In business, it is often said, “What gets measured gets done.” You can track your progress towards your goal using both quantitative and qualitative indicators of success. 

Objective indicators include:

  • Tumor markers

  • Blood work 

  • Body scans

Subjective indicators include:

  • Energy level 

  • Pain level

  • Stress

  • Appetite

  • Emotional state

  • Ability to perform typical pre-diagnosis activities




Before you begin your investigation and assessment of how each part of your life can contribute to your health, you may need to make some immediate, short-term changes in your life. I needed to take a leave of absence from my high-pressure corporate position, so that I had the time I needed to create and implement a plan to get well. George (see case histories) had to immediately find someone he could trust to handle some of his responsibilities while he underwent chemotherapy.

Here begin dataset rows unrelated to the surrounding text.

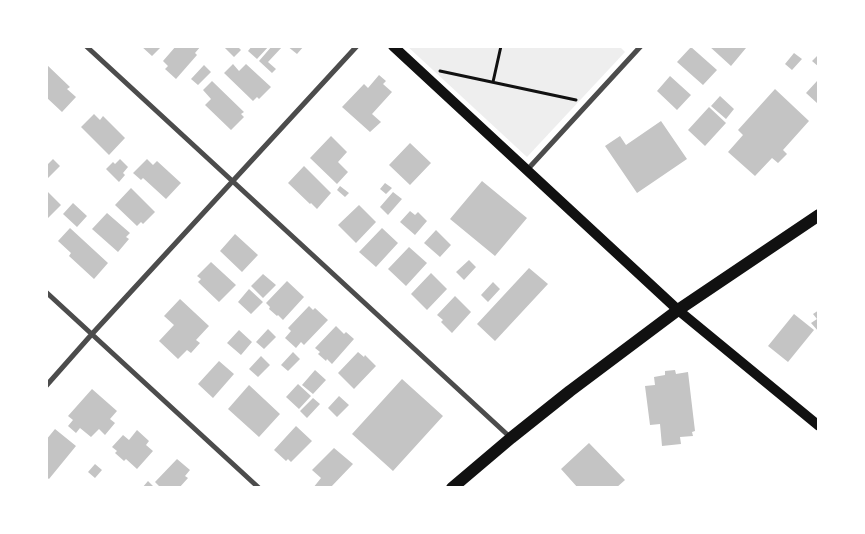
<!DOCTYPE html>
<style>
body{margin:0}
#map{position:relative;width:865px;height:534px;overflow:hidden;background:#fff;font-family:Cabin,sans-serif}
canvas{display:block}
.frame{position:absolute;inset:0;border:48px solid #fff;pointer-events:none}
</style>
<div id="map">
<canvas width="865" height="534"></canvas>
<div class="frame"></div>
</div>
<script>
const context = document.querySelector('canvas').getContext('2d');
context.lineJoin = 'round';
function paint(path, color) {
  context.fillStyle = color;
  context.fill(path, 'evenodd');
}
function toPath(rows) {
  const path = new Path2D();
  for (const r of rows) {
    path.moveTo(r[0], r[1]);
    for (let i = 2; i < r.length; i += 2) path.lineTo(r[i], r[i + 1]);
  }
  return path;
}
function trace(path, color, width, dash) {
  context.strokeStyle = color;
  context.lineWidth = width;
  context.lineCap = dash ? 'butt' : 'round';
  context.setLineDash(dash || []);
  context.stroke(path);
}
const green = toPath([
 [407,46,619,46,625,52,527,157]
]);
const building = toPath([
 [141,46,162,46,152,56],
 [176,46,201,46,195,53,197,55,176,79,165,69,168,66,163,61],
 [223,46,237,46,241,50,234,57],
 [252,46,269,46,257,59,248,51],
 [272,46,283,46,268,62,276,69,272,73,259,61],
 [287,46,304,46,297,54],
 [709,46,744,46,746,48,731,66],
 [691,47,717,70,703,85,677,62],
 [794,53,802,59,792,70,785,64],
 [819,54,819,67,812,61],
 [46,64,70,87,67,89,76,97,62,112,46,97],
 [233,64,239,71,246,64,271,87,259,99,257,97,253,101,224,73],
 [204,65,211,72,198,85,191,79],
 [379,75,386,81,383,84,392,92,372,114,381,122,370,132,342,107,364,84,368,88],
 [670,76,691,95,677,110,657,91],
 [212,81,244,112,241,114,244,117,231,130,205,105,211,99,203,90],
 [817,81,819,82,819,101,817,103,806,93],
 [775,89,809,121,783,150,787,154,778,163,772,158,755,176,728,152,743,135,738,130],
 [720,96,734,109,726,119,711,106],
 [709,107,726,123,705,146,688,130],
 [94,114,100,120,103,116,125,138,109,155,81,127],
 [661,121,687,159,637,193,605,146,620,136,626,145],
 [331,136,347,152,338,162,348,172,337,184,310,158],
 [410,143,431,163,410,185,389,165],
 [53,159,60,166,48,178,46,176,46,166],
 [120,159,128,167,123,173,125,175,119,182,106,169,113,162,115,164],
 [147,159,153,165,157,161,181,183,166,199,143,178,141,180,133,173],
 [304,166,331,193,317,209,311,203,310,204,288,183],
 [482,181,527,218,495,256,450,219],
 [385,183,392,188,386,194,380,189],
 [340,186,349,193,345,197,337,190],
 [131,188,155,212,143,224,141,222,137,226,115,205],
 [46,190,61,205,46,220],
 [393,192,402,199,388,215,380,207],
 [73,203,87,216,77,227,63,214],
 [359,205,376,222,356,243,338,225],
 [410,211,415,215,418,212,427,221,415,235,400,222],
 [107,213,130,233,126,237,129,239,118,252,92,229],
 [70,228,108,263,94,279,69,256,71,253,58,241],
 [382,228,398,243,376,267,359,252],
 [436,230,451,245,440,257,424,243],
 [235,234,258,255,242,272,220,251],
 [409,247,427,263,406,286,388,269],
 [469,260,476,267,464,280,456,272],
 [211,262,236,285,219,302,198,282,201,279,197,276],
 [529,268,548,284,495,341,477,324],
 [431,273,447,289,427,310,411,294],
 [263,274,276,285,263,298,251,286],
 [287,281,304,297,283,320,278,315,277,316,269,309,270,307,266,303],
 [493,282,500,289,488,302,481,295],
 [249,289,263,302,251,314,238,302],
 [455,296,471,312,452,333,441,322,443,320,437,315],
 [180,299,209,326,196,340,200,343,191,353,187,350,178,359,159,341,174,325,164,316],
 [309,306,313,310,315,308,328,320,304,345,301,342,296,348,285,338,291,331,288,328],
 [819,310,819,332,811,323,817,319,813,314],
 [794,314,814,330,788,362,768,346],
 [336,326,344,334,346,332,354,339,332,364,327,359,326,361,318,354,320,352,315,348],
 [268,329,276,337,264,349,256,342],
 [239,330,252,342,241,355,227,343],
 [293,352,300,359,288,371,281,365],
 [358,352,364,357,365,355,376,366,354,389,338,373],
 [261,356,270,365,258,377,249,369],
 [219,361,234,374,213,398,198,384],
 [315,370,326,380,313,394,302,385],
 [675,370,676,374,688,372,695,431,692,432,693,436,680,437,681,444,662,446,660,424,650,425,645,386,655,385,654,377,665,375,665,371],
 [402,379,443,416,393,471,352,434],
 [298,384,311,396,299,409,286,397],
 [249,385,280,414,259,437,228,409],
 [92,389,117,411,110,419,115,423,105,435,99,429,91,437,80,428,76,433,68,426,73,420,68,416],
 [339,396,349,405,337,417,328,408],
 [313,398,320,404,307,418,300,411],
 [296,426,312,441,291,462,288,459,286,461,274,450],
 [55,429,76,446,49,479,46,477,46,440],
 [137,430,149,441,146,445,153,451,137,469,126,459,124,461,115,453,117,451,112,447,123,435,129,440],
 [589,443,625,480,616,488,578,488,561,469],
 [334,448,353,464,330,488,313,488,321,478,312,470],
 [177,459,190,470,185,476,188,478,179,488,161,488,155,482],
 [95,464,102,470,95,478,88,472],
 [148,481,155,488,142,488]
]);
const path = toPath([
 [440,71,576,100],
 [493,82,501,46]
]);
const minor = toPath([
 [86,46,511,438],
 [527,170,641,46],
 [46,292,259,488],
 [46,386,92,334,357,46]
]);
const secondary = toPath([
 [393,46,678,310,819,426]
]);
const primary = toPath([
 [452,488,511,438,570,391,678,310,819,215]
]);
paint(green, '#eee');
paint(building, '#c4c4c4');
trace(path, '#111', 3);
trace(minor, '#4c4c4c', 5);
trace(secondary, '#111', 10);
trace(primary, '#111', 12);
</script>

Who are the key people in your life: spouse, boss, customers, children, friends, community members? How does your illness and your goal to get well affect these relationships? What do you need to do to get them to be your supporters and promoters?



The Cancer Defense Program Scorecard helps translate a vision of getting well again into an action plan that is simple, holistic, and uniquely yours. Rather than being overwhelmed by too many choices and data that seem disconnected, you will create for yourself a remarkable tool for clarity and unity.

*Karen Lawson, MD, Director of Health Coaching, University of Minnesota Center for Spirituality and Healing, in Alternative Therapies in Health and Medicine, September, 2009, v.15, n.5, “Could Health Coaching Build a Bridge to a New System of Healthcare?”